[How to complete this task]: Please copy every line with the string "serif" from the entries below.

[Excerpted records]:
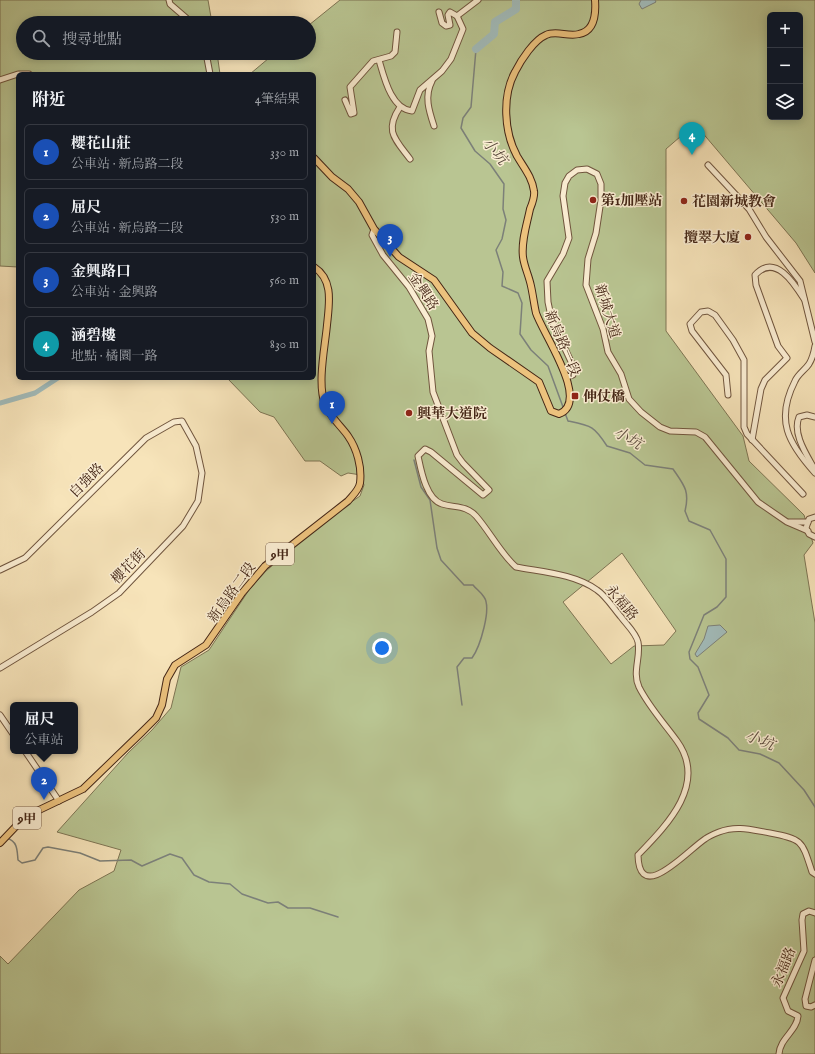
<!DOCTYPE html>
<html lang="zh-TW">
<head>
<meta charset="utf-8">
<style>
	:root { --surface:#171b24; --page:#242831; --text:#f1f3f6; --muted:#9ea1a6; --line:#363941; --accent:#0b8043 }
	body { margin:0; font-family:"IM FELL English","Noto Serif TC",serif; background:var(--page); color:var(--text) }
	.controls { position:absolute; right:12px; top:12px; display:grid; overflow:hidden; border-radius:6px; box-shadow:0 2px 10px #0003 }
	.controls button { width:36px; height:36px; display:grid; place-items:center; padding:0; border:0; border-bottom:1px solid var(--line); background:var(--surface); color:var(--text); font:20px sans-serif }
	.you { position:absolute; left:382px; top:648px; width:14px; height:14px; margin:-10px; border:3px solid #fff; border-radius:50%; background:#1a73e8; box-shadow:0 0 0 6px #1a73e833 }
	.badge { display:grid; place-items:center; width:26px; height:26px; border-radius:50%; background:var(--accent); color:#fff; font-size:13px; font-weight:700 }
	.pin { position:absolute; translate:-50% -33px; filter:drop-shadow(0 1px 2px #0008) }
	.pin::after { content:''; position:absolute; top:21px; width:14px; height:12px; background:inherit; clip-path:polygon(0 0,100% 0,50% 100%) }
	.popup { position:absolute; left:10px; top:702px; width:68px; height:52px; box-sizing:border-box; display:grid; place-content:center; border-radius:6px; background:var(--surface); filter:drop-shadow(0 1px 3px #0005); font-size:13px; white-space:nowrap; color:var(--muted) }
	.popup b { font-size:15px; color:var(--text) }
	.popup::after { content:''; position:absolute; left:50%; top:100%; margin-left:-8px; border:8px solid transparent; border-top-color:var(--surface) }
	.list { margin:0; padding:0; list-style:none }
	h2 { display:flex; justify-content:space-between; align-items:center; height:52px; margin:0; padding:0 16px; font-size:17px }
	h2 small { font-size:13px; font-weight:400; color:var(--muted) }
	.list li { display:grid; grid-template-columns:26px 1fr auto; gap:12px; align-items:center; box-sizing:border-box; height:56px; margin:0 8px 8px; padding:0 8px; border:1px solid var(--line); border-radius:6px }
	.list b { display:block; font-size:15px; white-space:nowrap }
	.list p { margin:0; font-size:13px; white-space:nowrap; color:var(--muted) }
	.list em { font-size:13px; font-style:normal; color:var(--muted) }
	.icon { flex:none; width:22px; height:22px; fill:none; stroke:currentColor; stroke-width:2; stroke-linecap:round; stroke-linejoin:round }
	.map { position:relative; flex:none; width:815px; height:1054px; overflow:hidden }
	.search { position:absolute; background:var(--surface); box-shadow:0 2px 10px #0003; left:16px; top:16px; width:300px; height:44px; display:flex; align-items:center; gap:10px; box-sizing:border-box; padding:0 14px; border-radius:22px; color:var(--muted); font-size:15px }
	.panel { position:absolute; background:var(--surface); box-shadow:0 2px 10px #0003; left:16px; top:72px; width:300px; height:308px; border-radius:6px }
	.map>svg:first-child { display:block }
	.green { fill:#b9c592; stroke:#7e7554; fill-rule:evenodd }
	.water { fill:#a2bcbb; stroke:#7c8079 }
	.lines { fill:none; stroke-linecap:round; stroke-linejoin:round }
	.stream { stroke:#7c8079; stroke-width:1.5 }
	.canal { stroke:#a2bcbb; stroke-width:5 }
	.river { stroke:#a2bcbb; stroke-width:8 }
	.minor-casing { stroke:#70553e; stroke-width:7 }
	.major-casing { stroke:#432515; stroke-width:8 }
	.minor { stroke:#faedd2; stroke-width:5 }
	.major { stroke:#ecc27d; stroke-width:6 }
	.poi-dot { fill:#8f2418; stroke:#faedd2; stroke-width:1.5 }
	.labels { text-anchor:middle; stroke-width:3; stroke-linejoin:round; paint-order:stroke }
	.shield { fill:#faedd2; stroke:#7a614e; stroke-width:1 }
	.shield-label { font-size:13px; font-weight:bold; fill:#432515 }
	.poi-label { font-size:14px; font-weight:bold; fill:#432515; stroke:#faedd2; text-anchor:start }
	.street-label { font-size:14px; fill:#432515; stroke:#faedd2 }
	.water-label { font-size:15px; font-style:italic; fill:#5b4b3e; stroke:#faedd2 }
</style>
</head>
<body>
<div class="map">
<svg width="815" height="1054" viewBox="0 0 815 1054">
	<rect width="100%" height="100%" fill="#f7e4ba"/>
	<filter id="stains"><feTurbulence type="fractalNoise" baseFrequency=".005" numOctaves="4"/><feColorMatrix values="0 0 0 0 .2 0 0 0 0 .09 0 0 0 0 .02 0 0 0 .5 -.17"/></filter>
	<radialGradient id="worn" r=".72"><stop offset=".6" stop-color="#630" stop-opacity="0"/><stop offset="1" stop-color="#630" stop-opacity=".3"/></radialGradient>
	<g class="green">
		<path d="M0,0H208L212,23H23V53H217L220,74H18V267L0,266Z"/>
		<path d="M340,0H815V273L796,243L695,124L666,149V331L743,436L749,461L804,515L813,543L804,555L815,623V1054H0V956L8,964L79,890L114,871L121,850L57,832L128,753L152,730L171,708L181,667L209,650L249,590L266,571L325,520L360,496L364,485L361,475L348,473L341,476L320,461H305L274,417L260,412L227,378H314V74H239H250L275,53H309V25ZM770,15H800V117H770ZM622,553L676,631L664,645L634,646L611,664L563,602Z"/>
	</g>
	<g class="water">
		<path d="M641,0H655L656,2L642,9L639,4Z"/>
		<path d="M720,625L727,632L697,657L695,654L704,639L708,626Z"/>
	</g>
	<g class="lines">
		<g class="stream">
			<path d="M476,49L471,107L463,118L461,128L475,151L490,164L504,184L503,209L506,220L502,239L496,250L503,272L502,286L518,293L522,303L520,334L531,350L548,366L563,407"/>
			<path d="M565,413L568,421C592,426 594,426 607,446L630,453L645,465L673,469C684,485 690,491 685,511L689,521L710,530L726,559V597L717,607L704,615L689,652L690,659L698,667L709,695L698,713L699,719L728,738L739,750L760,754L779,763L804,790L815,807"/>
			<path d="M414,460L421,487L430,500L437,548L441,560L464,585H473C476,589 481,592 484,597C492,608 480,647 472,658H464L457,667L462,705"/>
			<path d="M7,838C18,842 17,850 18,860L22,863L35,860L43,848L48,847L80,853L100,861L131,860L142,866L170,854L182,858L194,875L209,882L230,884L242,894L268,903L278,902L288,908H310L338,917"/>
		</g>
		<path class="canal" d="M0,403L35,393L58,378"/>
		<path class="river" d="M476,49L494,34L495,22L516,9V0"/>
		<defs>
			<g id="minor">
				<path d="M169,0L170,4L192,23"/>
				<path d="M439,12L442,23L446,26L450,25L448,15L450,12L457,16"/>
				<path d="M457,16L478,0"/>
				<path d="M206,53L210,74"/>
				<path d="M379,60C384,77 391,109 412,111L420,90L442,71L451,59L463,29L457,16"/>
				<path d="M20,74H29"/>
				<path d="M0,80L18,74"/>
				<path d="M432,81C424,96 429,111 434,126"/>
				<path d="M345,100L351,114L354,113L350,87L373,61L391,56L395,52L397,32"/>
				<path d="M400,107C384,131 395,139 410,159"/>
				<path d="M708,165L749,209L766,237L800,281L815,342"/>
				<path d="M374,229L372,235L383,255L409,287L428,319L432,336L429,351L433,392L457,455L463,463L489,490L483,495L431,452L425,449L418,456C421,470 426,499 442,504C455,508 466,505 476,516C490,532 501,554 516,567C543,572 575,574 597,590C606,596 614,609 621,617C626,624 636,633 638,642C641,657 632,672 639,687C649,707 664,723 677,741C708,784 667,825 638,855C639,906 688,850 705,839C709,836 714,834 719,832C737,825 752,830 770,833C803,839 802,841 812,872L815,874"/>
				<path d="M815,346C814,352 812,359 809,364C805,370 798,374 795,381C775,420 788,443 815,473"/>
				<path d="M567,377L573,375L574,368L552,321L548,302L547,281L563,254L569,238L563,196L565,183L569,176L577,170L587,169L597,174L601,184V200L596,233L588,259L586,285L603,329L608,352L621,374L629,399L641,412L660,427L670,431L696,432L705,437L758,502L787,522L808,531"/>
				<path d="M728,395L726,375L692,331L690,324L701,312L708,311L715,315L733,340L744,360V427L747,434L803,494"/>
				<path d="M752,440L761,389L765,380L787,358L778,346L756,285L755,275C775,253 794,283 804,299"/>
				<path d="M815,470C807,455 792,434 799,417L807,415L815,417"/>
				<path d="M815,517L809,519L806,528L809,534L815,537"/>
				<path d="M789,522H808"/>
				<path d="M0,570L25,558L146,438L174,422L182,421L196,446L202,473L198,501L183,526L119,593L92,612L0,668"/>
				<path d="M0,715L13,734"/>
				<path d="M25,751L59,801"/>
				<path d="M815,960L805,999L806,1006L811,1007L815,1005"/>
				<path d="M779,1054C780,1038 797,1031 798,1016L788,1011L783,998L804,951L802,920L803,914L809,911L815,913"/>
			</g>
			<g id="major">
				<path d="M314,158L332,177L348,189L359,202L374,229L399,257L434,280L472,333L490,348L539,382L551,411L559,414C591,402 543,334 536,313C534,304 533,295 531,286C529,276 524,266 523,257C521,241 527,224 530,209C532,204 535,197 534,191C532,177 524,168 517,156C504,132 502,96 515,72C521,60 534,40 546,35C556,30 568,37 579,34C595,31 596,13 595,0"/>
				<path d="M0,843L21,821L37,811L83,789L141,733L156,718L162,705L167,679L175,665L206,645L242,593L265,566L348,501C353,495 359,490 360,483C362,467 357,449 348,436C341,426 329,416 325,404C317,384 325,347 327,325C329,304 334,280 314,267"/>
			</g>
		</defs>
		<use href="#minor" class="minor-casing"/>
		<use href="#major" class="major-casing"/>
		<use href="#minor" class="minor"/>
		<use href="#major" class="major"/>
	</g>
	<g class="poi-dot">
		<circle cx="593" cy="200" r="4"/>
		<circle cx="684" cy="201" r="4"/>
		<circle cx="748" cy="237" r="4"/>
		<rect x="571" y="392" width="8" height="8" rx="2"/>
		<circle cx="409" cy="413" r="4"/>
	</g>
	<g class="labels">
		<g class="shield">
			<rect x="266" y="543" width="28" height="22" rx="3"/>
			<rect x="13" y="807" width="28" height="22" rx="3"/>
		</g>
		<g class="shield-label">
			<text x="280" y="559">9甲</text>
			<text x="27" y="823">9甲</text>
		</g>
		<g class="poi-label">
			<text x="601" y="205">第1加壓站</text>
			<text x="692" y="206">花園新城教會</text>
			<text x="740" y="242" text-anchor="end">攬翠大廈</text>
			<text x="583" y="401">伸仗橋</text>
			<text x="417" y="418">興華大道院</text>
		</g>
		<g class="street-label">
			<text transform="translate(424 291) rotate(57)" y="5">金興路</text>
			<text transform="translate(608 311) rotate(73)" y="5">新城大道</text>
			<text transform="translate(563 343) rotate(67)" y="5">新烏路一段</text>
			<text transform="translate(86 480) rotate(-45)" y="5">自強路</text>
			<text transform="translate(128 566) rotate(-46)" y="5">櫻花街</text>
			<text transform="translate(231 592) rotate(-54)" y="5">新烏路二段</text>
			<text transform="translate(622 602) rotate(50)" y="5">永福路</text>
			<text transform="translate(783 967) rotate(-68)" y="5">永福路</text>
		</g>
		<g class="water-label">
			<text transform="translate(495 151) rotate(50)" y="5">小坑</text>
			<text transform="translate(628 438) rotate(29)" y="5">小坑</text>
			<text transform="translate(760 740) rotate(21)" y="5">小坑</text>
		</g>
	</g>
	<rect width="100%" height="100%" filter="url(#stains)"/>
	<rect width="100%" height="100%" fill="url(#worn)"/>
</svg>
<div class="controls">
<button>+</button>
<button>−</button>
<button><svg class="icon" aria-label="layers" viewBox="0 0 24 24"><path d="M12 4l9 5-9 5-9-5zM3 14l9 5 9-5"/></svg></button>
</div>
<div class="you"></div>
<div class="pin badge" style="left:332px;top:424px;background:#1a4fb4">1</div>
<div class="pin badge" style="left:44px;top:800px;background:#1a4fb4">2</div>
<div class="popup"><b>屈尺</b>公車站</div>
<div class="pin badge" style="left:390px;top:257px;background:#1a4fb4">3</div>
<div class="pin badge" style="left:692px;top:155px;background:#0f9aa8">4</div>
<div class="search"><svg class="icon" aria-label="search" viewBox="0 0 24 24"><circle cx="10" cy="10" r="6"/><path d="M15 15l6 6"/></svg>搜尋地點</div>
<section class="panel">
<h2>附近<small>4筆結果</small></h2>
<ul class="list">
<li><span class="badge" style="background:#1a4fb4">1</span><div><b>櫻花山莊</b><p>公車站 · 新烏路二段</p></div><em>330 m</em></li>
<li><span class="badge" style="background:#1a4fb4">2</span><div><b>屈尺</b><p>公車站 · 新烏路二段</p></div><em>530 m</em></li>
<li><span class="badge" style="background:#1a4fb4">3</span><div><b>金興路口</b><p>公車站 · 金興路</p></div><em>560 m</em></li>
<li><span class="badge" style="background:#0f9aa8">4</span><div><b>涵碧樓</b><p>地點 · 橘園一路</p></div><em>830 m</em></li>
</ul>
</section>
</div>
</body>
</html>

[Reply to the task]:
	body { margin:0; font-family:"IM FELL English","Noto Serif TC",serif; background:var(--page); color:var(--text) }
	.controls button { width:36px; height:36px; display:grid; place-items:center; padding:0; border:0; border-bottom:1px solid var(--line); background:var(--surface); color:var(--text); font:20px sans-serif }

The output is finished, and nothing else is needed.